Os resultados do estudo hoje divulgado na Frontiers in Microbiology reportam-se a uma experiência feita em 23 de setembro de 2019. Amostras de microrganismos foram expostas a condições que simulavam a atmosfera, a pressão, a temperatura e a radiação em Marte.

Os micróbios “voaram” até à estratosfera terrestre, a uma altitude de 38 quilómetros, numa caixa de alumínio, a bordo de um balão da NASA, lançado de Fort Sumner, no Novo México, nos Estados Unidos da América. A missão durou seis horas e meia.

A caixa de alumínio, que “continha atmosfera e pressão artificial marcianas”, apresentava duas camadas de amostras para permitir testar a exposição dos microrganismos a diferentes condições ambientais.
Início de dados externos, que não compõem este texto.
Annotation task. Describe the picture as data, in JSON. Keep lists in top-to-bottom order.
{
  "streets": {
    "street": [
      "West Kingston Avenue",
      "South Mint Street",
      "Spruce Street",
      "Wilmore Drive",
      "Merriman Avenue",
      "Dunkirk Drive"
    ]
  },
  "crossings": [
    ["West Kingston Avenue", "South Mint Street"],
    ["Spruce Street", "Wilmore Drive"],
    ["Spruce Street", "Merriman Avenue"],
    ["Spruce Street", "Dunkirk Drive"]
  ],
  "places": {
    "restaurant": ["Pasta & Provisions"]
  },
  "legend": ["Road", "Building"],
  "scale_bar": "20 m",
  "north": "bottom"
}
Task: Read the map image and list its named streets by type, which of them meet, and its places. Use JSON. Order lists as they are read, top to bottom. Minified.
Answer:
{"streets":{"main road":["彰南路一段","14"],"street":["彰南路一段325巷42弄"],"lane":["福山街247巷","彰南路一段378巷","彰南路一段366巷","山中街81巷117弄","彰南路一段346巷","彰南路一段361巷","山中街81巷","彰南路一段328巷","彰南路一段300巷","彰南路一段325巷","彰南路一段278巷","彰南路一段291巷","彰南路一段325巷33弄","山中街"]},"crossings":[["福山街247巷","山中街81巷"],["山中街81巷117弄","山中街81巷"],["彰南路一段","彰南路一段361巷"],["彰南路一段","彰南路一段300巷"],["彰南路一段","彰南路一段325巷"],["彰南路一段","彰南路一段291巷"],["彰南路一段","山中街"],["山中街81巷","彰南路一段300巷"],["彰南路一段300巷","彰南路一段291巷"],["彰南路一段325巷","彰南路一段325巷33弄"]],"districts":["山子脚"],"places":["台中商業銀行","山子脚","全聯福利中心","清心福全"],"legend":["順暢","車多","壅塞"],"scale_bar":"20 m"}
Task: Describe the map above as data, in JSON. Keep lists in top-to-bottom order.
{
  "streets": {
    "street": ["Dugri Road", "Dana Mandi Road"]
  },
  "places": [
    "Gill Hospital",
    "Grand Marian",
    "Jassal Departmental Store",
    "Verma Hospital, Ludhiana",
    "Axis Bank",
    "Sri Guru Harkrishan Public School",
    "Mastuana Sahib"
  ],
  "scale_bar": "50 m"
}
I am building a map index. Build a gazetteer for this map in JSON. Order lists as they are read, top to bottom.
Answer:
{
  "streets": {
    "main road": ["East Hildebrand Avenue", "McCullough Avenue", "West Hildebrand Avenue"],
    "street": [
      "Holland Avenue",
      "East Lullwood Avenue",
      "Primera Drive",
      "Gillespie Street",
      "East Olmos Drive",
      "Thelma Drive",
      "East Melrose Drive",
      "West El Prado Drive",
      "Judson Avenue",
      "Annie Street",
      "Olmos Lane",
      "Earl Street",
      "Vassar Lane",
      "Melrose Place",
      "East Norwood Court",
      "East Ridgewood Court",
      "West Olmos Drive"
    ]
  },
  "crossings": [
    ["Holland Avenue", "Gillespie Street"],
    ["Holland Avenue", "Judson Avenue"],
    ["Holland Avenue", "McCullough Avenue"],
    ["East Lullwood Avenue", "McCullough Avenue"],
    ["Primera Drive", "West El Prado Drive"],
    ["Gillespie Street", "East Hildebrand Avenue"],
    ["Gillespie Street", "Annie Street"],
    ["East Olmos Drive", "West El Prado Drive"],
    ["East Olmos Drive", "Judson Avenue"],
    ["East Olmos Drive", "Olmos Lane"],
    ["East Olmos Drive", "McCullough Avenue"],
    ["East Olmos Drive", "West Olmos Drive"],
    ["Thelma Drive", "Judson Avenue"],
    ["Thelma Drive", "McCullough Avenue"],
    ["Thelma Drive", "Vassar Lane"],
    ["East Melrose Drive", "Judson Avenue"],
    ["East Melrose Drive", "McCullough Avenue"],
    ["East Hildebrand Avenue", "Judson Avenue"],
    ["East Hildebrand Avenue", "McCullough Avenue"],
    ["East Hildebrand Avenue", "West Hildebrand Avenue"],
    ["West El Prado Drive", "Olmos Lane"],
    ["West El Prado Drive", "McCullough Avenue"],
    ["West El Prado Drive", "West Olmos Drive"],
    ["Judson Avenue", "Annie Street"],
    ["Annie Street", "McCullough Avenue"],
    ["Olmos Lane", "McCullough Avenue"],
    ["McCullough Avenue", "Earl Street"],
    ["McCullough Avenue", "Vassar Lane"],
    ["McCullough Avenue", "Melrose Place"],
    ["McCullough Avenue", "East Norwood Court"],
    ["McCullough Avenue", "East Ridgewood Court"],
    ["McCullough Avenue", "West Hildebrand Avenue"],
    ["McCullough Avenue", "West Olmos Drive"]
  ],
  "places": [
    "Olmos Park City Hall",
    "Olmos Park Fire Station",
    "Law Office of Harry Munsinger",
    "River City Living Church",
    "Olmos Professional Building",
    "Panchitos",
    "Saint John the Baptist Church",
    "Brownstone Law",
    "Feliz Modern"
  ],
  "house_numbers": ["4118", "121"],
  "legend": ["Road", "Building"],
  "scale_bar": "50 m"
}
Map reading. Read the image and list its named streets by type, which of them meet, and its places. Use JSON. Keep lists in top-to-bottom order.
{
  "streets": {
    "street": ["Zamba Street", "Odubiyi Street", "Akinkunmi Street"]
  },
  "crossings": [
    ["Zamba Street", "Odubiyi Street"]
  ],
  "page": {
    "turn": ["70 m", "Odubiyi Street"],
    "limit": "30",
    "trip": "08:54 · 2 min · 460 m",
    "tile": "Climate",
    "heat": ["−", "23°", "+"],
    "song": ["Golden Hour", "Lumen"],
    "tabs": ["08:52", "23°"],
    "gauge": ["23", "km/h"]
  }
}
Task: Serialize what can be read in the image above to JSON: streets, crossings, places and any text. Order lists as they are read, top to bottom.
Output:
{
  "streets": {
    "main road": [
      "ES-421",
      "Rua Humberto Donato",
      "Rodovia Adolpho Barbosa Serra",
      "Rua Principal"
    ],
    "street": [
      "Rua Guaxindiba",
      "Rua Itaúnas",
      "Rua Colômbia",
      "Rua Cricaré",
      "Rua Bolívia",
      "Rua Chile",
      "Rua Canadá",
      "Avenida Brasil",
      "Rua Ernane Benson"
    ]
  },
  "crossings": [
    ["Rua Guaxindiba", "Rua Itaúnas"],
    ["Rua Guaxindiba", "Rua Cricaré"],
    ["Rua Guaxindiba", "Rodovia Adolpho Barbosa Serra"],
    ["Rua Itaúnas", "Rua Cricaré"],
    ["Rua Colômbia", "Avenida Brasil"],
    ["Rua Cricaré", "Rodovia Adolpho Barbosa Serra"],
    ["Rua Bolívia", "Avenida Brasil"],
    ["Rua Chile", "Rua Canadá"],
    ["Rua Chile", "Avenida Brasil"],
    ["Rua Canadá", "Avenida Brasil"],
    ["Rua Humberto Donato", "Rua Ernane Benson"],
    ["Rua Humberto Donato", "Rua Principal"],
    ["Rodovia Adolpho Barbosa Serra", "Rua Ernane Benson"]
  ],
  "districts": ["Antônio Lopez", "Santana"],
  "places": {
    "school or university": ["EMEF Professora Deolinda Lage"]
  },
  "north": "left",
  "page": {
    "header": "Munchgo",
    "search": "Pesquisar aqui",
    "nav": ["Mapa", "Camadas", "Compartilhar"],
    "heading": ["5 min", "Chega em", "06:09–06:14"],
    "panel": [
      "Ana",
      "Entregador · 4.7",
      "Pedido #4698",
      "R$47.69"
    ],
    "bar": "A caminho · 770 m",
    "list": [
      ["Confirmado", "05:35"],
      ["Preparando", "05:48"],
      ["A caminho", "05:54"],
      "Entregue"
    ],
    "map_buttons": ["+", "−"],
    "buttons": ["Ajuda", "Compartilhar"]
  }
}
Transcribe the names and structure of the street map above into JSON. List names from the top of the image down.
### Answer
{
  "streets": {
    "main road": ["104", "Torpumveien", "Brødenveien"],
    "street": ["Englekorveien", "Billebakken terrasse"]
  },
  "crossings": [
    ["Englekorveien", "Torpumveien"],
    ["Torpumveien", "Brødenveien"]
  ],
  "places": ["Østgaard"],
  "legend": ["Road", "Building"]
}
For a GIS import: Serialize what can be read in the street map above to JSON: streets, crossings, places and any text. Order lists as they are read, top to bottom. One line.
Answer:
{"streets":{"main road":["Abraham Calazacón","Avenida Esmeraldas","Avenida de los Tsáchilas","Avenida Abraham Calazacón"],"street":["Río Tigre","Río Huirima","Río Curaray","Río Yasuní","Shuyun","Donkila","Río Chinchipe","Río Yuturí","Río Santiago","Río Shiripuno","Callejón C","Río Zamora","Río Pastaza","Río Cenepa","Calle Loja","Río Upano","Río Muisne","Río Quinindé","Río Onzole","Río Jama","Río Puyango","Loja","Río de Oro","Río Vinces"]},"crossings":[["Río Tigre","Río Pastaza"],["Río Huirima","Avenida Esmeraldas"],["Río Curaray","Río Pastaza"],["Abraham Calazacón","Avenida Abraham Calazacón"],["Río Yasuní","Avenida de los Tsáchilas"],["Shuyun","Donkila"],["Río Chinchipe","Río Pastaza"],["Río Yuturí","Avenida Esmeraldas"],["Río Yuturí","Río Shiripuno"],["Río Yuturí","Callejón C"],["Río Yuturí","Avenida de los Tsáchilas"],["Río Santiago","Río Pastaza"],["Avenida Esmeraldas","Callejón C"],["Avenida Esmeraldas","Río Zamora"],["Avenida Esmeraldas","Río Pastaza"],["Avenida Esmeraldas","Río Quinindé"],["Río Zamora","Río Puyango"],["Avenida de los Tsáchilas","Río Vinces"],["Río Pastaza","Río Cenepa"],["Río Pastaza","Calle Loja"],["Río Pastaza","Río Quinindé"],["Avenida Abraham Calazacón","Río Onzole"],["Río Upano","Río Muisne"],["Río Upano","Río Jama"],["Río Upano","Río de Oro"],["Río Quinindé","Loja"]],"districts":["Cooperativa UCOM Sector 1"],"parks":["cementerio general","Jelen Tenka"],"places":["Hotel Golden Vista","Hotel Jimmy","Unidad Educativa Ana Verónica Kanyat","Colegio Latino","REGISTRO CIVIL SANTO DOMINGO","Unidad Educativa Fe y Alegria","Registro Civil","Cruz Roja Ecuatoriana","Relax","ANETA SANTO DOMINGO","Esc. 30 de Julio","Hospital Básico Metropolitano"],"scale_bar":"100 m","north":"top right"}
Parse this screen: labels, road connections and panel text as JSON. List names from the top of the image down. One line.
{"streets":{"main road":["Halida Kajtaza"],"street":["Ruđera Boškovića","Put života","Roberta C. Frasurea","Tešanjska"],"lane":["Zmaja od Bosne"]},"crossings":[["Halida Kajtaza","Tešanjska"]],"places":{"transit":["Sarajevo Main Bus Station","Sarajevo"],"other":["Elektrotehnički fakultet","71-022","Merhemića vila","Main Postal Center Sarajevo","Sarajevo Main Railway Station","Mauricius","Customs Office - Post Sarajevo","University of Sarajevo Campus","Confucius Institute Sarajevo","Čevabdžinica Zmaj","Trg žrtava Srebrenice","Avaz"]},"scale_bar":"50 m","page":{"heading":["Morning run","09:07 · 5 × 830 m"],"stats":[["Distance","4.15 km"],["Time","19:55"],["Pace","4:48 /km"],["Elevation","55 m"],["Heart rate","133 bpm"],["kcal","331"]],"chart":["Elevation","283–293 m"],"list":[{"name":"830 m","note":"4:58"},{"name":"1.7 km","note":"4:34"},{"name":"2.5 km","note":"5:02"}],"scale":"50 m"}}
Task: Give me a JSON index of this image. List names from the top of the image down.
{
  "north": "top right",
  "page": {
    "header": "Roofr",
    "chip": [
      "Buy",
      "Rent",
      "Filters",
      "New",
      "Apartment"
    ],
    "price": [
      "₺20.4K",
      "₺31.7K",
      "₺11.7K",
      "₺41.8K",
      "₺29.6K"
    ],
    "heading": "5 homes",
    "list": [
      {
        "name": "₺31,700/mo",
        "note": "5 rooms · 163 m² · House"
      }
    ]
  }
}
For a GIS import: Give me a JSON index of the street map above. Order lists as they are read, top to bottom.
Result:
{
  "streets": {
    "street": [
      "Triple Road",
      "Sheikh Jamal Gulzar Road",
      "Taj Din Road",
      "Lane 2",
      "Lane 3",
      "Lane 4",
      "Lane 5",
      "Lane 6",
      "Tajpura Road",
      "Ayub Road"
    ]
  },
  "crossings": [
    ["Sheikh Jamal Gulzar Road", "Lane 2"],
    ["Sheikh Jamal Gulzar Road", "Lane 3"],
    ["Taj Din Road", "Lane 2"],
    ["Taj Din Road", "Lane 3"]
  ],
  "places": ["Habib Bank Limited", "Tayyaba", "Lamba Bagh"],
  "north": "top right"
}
A camada inferior estava protegida da radiação, ao contrário da superior.

“As amostras da camada superior foram expostas a radiação ultravioleta mais de mil vezes superior aos níveis que podem causar queimaduras solares na nossa pele”, descreve, citada no comunicado da editora da publicação Frontiers in Microbiology, Marta Filipa Cortesão, que criou uma página na internet, a Space Microbes (Micróbios Espaciais), onde relata, em síntese, a experiência realizada em 2019.

Para a astrobióloga portuguesa, “esta missão foi particularmente importante porque testou um ambiente análogo de Marte menos comum”, a estratosfera terrestre. “O deserto do Atacama [no Chile], por exemplo, é um ambiente análogo mais comum para a astrobiologia”, salienta.

Um dos micróbios “sobreviventes” ao voo do balão da NASA, o bolor, já tinha sido detetado na Estação Espacial Internacional (EEI), a “casa” dos astronautas que orbita a Terra a 408 quilómetros de altitude.

Marta Filipa Cortesão e outros investigadores pretendem, num próximo passo, estudar o crescimento destes fungos “em ambiente de voo espacial simulado”, assim como levar bactérias à EEI para, numa missão financiada pela Agência Espacial Europeia, estudar “o seu crescimento em materiais antimicrobianos, tanto em ambiente real de voo espacial como em gravidade marciana simulada”.